Saved data entries
=== Begin Enclosure ===
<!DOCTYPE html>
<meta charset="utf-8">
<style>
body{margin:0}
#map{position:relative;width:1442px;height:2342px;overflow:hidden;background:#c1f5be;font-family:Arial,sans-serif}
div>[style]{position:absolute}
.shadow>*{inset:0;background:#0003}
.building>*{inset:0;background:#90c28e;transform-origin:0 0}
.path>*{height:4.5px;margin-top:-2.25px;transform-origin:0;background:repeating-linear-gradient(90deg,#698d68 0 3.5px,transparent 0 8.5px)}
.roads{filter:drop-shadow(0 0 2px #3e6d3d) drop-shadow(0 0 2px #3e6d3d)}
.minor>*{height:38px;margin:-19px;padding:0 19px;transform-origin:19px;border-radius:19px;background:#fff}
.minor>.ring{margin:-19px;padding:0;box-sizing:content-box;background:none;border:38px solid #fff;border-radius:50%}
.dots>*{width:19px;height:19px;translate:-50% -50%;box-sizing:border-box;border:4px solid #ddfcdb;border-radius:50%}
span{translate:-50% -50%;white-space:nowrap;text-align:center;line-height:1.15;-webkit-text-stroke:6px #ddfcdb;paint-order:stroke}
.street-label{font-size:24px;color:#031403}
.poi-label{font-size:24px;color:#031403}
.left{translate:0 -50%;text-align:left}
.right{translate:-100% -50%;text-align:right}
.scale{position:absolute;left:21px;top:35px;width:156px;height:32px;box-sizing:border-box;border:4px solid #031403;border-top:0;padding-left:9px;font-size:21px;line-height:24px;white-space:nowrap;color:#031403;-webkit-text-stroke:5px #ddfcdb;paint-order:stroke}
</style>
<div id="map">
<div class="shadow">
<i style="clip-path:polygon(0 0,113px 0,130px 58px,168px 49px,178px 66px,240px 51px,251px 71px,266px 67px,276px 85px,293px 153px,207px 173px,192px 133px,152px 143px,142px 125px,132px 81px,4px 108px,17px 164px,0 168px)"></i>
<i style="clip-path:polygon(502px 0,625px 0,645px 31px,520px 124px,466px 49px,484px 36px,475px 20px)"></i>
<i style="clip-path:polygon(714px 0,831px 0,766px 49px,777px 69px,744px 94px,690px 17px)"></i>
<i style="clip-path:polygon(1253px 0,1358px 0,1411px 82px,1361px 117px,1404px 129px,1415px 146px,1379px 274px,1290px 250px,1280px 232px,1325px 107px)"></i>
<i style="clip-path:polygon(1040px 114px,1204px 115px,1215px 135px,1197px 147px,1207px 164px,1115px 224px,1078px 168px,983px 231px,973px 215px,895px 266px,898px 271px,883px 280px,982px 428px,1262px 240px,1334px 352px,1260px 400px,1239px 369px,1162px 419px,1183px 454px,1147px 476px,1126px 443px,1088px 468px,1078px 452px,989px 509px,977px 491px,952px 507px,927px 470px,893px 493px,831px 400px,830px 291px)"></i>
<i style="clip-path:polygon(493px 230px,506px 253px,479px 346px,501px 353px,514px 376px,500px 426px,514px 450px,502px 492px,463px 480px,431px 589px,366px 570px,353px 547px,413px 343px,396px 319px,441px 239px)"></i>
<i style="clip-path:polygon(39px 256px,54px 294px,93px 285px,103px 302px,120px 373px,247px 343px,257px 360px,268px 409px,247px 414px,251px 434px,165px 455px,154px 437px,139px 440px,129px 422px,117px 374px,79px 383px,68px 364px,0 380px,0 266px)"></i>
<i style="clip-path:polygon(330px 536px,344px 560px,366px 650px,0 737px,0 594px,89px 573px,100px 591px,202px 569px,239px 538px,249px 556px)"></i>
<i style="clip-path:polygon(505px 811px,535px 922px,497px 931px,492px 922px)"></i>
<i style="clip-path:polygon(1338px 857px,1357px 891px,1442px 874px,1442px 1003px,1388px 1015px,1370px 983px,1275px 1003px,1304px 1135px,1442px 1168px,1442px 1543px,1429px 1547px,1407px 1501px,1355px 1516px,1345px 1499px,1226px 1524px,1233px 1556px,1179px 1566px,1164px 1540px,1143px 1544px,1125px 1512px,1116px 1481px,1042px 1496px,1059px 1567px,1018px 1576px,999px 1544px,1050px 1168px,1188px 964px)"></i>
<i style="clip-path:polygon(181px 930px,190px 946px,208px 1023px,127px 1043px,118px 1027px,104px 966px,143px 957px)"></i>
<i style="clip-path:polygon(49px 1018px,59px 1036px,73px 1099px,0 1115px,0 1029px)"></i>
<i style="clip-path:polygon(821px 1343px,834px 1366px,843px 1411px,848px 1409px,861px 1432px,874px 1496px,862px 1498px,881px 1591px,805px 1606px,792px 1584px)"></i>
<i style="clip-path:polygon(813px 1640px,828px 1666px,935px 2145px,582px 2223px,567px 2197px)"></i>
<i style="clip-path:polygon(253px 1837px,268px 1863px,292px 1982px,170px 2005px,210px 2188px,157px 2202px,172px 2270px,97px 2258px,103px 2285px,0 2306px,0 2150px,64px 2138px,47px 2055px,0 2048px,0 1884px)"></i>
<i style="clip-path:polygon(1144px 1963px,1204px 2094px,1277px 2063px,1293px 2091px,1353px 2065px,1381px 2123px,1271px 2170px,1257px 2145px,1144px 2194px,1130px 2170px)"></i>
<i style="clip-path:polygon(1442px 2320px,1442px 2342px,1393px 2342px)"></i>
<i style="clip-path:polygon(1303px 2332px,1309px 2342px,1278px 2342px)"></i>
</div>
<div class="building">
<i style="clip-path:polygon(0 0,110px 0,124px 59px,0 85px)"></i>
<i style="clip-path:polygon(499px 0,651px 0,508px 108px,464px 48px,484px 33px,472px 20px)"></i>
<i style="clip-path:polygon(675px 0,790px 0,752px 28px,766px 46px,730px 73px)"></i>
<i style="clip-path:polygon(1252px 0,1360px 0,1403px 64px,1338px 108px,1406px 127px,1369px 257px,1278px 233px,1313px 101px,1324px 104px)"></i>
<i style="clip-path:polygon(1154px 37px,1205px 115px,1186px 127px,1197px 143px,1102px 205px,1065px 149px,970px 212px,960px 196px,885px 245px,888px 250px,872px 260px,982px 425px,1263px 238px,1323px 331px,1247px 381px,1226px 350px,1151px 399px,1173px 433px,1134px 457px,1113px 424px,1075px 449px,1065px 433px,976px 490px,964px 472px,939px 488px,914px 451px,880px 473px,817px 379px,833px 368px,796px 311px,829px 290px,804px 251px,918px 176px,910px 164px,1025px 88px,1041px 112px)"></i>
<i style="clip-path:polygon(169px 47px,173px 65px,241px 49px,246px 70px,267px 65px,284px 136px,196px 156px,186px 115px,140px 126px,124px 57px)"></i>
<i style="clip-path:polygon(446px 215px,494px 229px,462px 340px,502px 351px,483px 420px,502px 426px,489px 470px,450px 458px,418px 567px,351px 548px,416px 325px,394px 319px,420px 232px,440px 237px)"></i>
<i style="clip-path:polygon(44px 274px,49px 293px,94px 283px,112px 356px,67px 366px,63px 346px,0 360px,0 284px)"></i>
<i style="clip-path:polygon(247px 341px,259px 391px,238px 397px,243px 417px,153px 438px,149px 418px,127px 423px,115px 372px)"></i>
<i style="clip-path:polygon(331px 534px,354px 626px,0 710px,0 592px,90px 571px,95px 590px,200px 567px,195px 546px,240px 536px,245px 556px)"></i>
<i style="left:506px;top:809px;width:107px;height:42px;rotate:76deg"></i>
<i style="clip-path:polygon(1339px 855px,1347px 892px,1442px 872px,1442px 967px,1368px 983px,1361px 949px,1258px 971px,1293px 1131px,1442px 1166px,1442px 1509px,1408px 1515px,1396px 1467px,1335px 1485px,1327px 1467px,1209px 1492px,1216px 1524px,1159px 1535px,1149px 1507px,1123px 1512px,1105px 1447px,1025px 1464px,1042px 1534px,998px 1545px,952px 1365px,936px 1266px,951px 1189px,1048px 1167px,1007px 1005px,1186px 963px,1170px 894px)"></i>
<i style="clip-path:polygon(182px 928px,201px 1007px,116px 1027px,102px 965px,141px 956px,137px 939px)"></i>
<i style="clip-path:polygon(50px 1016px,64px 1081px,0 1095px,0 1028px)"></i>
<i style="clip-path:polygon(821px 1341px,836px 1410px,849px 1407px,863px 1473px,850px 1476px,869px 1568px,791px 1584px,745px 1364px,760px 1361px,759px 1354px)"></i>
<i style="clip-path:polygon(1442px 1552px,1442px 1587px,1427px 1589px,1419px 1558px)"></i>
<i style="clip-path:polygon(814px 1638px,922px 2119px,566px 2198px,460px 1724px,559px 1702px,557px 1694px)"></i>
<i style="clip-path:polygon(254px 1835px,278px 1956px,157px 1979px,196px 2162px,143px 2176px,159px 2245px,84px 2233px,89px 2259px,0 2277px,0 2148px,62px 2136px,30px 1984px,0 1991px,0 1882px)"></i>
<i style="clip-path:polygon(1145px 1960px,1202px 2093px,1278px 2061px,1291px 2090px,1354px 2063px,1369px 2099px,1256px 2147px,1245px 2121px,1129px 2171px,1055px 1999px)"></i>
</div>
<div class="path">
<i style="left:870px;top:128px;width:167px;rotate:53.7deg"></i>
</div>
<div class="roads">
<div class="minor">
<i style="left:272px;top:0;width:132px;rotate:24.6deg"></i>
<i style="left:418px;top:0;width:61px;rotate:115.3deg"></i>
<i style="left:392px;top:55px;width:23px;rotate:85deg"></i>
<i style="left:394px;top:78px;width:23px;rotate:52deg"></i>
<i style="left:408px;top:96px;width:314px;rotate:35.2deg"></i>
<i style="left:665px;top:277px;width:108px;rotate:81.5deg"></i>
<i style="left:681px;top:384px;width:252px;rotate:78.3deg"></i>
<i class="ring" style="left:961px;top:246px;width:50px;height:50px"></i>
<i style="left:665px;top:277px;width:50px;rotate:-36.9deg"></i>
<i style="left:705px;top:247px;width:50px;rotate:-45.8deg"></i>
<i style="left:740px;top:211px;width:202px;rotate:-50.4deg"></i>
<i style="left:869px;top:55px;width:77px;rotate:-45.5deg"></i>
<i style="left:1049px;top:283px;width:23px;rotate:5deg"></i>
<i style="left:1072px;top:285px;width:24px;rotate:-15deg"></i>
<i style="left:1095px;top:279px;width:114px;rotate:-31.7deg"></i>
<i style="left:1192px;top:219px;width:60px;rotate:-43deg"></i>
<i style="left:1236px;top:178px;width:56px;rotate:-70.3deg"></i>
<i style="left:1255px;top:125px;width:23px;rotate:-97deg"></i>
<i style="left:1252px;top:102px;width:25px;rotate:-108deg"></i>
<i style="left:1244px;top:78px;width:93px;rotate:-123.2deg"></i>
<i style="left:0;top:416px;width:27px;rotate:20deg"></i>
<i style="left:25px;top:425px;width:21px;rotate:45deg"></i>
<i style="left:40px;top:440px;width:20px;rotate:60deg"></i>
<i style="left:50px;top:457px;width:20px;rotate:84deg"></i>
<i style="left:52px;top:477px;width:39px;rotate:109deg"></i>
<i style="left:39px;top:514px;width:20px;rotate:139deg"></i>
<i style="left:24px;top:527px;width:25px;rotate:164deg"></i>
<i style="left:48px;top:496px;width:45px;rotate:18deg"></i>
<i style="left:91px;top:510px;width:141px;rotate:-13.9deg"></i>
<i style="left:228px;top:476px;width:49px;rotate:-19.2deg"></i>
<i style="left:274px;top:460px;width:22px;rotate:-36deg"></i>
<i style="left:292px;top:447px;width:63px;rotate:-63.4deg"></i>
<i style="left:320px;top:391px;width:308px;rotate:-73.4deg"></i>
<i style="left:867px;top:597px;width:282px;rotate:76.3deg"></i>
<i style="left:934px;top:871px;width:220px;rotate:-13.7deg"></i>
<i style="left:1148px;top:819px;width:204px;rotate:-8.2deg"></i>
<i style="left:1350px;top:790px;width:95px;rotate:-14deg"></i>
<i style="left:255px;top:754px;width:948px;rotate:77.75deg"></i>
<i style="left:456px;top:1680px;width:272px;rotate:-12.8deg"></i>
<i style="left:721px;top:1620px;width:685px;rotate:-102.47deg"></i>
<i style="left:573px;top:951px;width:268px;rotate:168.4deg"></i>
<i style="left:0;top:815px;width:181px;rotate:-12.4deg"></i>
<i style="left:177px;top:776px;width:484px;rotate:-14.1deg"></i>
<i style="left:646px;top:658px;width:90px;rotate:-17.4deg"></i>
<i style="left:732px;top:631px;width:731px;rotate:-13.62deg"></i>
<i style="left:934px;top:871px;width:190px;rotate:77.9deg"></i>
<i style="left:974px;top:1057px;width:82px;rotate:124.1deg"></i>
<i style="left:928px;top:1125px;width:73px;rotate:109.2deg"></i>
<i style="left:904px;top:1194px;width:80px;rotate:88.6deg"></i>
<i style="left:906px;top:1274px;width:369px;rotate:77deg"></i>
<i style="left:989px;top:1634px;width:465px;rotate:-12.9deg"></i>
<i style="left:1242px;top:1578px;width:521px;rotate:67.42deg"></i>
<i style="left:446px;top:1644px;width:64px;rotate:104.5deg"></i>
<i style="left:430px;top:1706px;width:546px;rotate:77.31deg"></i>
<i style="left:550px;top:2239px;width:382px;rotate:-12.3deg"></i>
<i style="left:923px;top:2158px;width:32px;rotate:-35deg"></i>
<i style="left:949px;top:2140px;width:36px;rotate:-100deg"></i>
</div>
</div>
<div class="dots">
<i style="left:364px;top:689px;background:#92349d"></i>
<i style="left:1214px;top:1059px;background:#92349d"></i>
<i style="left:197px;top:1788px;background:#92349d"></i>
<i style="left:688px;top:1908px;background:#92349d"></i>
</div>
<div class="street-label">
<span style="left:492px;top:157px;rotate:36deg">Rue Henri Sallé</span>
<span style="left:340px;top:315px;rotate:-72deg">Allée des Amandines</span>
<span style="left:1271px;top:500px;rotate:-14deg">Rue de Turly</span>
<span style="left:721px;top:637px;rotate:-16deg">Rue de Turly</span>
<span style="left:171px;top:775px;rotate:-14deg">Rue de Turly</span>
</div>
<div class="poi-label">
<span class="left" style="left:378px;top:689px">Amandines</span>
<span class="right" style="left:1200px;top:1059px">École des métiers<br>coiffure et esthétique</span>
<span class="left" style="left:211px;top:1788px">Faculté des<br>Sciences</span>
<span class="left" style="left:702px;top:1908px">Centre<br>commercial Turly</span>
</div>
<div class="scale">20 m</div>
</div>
=== End Enclosure ===
**GOAL OF THE EXERCISE:**
Transcribe, exactly and without additions, the lines of the records above, beginning with the line that contains "0,651px 0,508px 108px,464px" and ending with the line that contains "0,1360px 0,1403px 64px,1338px", both included.

**RESPONSE BOX:**
<i style="clip-path:polygon(499px 0,651px 0,508px 108px,464px 48px,484px 33px,472px 20px)"></i>
<i style="clip-path:polygon(675px 0,790px 0,752px 28px,766px 46px,730px 73px)"></i>
<i style="clip-path:polygon(1252px 0,1360px 0,1403px 64px,1338px 108px,1406px 127px,1369px 257px,1278px 233px,1313px 101px,1324px 104px)"></i>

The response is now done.